Task to carry out: Output only the lines from the start of the entries through the line holding "height:14px; margin:-7px; padding:0". Each line must match the original exactly.
Start of Records provided
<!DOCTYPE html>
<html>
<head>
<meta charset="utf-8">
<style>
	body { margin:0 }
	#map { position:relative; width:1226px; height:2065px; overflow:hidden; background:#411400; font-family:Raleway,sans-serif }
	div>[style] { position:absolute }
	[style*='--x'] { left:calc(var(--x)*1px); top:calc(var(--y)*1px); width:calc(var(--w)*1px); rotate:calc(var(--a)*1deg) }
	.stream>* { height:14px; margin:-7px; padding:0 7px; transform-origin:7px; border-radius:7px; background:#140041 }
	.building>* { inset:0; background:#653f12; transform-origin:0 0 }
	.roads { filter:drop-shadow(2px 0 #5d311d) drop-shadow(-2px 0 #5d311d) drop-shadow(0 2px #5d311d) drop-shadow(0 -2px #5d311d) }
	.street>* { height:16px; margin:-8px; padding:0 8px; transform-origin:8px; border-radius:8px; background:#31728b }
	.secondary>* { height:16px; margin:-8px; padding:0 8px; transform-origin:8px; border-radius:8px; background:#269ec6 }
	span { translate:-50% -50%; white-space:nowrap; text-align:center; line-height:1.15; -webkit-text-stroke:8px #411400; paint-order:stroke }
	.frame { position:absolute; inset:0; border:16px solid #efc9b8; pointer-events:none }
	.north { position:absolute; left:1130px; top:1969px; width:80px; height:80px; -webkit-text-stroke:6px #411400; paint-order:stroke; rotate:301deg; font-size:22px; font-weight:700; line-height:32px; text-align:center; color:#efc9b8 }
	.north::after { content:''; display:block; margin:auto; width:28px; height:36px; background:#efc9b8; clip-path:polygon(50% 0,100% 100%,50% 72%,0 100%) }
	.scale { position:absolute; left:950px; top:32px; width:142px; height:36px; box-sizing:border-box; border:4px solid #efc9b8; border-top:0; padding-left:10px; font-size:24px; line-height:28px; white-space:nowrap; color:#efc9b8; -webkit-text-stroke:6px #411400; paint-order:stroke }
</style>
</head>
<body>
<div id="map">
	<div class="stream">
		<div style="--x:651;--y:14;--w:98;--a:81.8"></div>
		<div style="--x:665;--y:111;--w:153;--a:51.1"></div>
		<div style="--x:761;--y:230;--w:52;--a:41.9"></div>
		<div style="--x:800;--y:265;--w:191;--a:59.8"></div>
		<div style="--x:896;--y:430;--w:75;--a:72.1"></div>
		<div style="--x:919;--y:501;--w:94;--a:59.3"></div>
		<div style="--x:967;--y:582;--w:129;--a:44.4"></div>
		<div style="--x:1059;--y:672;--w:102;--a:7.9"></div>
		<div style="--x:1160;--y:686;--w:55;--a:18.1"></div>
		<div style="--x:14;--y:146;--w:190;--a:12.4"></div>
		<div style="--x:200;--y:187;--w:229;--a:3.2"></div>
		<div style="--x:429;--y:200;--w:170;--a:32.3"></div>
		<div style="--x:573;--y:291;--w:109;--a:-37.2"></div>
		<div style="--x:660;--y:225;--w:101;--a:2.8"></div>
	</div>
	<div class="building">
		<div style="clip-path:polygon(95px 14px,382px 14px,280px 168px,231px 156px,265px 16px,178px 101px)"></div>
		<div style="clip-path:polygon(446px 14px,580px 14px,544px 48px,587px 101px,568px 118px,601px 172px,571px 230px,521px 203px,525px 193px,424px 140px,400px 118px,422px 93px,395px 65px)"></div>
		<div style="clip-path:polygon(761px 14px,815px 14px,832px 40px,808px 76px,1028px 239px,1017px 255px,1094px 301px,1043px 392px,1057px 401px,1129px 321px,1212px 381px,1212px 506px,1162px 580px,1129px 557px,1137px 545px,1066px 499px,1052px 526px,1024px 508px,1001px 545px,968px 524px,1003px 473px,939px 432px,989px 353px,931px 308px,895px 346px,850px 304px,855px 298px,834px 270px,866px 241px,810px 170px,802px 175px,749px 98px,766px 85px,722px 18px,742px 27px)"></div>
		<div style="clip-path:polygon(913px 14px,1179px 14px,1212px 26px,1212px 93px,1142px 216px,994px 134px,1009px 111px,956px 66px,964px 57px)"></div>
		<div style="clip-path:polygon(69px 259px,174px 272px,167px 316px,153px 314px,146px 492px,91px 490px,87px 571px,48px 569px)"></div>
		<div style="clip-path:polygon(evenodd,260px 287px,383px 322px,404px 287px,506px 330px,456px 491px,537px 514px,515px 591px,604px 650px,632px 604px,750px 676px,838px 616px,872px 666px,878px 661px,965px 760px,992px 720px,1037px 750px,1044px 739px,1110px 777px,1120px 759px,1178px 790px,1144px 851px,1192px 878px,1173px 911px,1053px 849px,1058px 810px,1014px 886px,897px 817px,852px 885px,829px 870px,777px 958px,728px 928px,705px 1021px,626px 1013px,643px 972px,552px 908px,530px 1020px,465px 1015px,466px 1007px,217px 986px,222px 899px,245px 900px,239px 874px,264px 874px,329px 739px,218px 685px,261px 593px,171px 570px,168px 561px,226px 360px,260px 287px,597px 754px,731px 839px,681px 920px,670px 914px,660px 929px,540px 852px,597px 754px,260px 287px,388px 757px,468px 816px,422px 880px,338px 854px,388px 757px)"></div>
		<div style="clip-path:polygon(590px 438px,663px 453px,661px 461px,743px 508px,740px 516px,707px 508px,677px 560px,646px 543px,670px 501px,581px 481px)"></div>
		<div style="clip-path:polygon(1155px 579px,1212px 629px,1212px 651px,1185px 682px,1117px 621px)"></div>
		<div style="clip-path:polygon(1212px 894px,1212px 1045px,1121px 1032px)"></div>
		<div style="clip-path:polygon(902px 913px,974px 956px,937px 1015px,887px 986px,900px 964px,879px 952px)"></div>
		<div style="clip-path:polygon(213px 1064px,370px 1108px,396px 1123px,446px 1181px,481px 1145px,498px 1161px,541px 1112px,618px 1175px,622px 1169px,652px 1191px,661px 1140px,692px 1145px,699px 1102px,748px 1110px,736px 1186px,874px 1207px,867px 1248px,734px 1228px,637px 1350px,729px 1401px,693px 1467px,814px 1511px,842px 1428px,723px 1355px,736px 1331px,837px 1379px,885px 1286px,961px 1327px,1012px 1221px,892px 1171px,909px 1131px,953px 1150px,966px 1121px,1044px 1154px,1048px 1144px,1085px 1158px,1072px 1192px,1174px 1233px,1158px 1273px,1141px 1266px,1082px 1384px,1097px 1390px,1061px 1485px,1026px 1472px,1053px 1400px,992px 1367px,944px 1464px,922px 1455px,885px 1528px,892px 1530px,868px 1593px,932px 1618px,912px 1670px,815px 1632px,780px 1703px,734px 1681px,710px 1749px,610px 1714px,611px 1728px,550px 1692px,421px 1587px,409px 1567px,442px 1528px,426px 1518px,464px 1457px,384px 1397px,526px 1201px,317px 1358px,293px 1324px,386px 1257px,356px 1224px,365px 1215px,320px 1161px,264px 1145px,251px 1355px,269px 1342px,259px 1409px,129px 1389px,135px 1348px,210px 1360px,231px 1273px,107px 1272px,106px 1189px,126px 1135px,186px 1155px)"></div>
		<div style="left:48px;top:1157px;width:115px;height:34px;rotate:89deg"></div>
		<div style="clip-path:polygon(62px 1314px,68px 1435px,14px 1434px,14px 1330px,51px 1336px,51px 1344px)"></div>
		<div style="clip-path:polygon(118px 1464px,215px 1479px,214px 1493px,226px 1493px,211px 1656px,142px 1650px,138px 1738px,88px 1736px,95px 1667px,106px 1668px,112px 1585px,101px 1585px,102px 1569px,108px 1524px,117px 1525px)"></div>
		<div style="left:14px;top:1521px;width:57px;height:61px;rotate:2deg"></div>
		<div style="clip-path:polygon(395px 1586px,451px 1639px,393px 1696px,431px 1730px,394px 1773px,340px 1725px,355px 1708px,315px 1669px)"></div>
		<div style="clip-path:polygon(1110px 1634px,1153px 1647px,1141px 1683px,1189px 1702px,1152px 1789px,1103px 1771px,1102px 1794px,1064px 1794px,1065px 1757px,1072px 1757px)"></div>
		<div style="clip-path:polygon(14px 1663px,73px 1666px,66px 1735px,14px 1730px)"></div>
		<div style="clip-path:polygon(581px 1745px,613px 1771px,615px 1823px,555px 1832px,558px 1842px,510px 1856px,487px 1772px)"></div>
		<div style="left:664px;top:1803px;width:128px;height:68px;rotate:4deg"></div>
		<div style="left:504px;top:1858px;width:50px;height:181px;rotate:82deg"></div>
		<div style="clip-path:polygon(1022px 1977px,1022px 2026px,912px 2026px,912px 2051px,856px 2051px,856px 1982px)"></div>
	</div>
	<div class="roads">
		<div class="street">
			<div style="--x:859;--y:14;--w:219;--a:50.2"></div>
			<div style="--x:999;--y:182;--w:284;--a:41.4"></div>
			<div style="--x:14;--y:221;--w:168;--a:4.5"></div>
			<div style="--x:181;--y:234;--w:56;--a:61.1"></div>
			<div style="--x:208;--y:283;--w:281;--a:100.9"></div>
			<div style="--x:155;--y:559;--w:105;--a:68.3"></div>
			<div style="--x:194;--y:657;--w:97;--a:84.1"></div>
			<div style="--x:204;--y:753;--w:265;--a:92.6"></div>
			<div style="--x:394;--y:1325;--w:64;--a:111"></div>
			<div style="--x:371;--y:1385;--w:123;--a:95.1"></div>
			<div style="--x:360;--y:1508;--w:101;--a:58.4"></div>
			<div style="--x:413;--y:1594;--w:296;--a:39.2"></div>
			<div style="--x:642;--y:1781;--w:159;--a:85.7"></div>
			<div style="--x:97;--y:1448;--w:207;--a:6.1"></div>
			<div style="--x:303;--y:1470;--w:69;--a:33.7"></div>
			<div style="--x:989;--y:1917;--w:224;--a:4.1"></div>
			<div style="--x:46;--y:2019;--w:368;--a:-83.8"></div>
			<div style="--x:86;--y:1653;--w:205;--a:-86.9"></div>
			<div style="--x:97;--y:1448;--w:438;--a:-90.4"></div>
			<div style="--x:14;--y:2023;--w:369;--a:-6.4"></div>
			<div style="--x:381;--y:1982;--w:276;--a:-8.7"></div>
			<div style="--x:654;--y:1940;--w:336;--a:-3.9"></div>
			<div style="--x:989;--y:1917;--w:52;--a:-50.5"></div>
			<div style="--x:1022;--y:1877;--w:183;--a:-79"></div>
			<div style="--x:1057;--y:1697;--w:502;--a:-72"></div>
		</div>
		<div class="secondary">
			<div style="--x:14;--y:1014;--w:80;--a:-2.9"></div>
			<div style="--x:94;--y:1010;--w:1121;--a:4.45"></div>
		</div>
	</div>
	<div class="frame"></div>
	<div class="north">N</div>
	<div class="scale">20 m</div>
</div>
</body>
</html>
End of Records provided
Solution for this problem:
<!DOCTYPE html>
<html>
<head>
<meta charset="utf-8">
<style>
	body { margin:0 }
	#map { position:relative; width:1226px; height:2065px; overflow:hidden; background:#411400; font-family:Raleway,sans-serif }
	div>[style] { position:absolute }
	[style*='--x'] { left:calc(var(--x)*1px); top:calc(var(--y)*1px); width:calc(var(--w)*1px); rotate:calc(var(--a)*1deg) }
	.stream>* { height:14px; margin:-7px; padding:0 7px; transform-origin:7px; border-radius:7px; background:#140041 }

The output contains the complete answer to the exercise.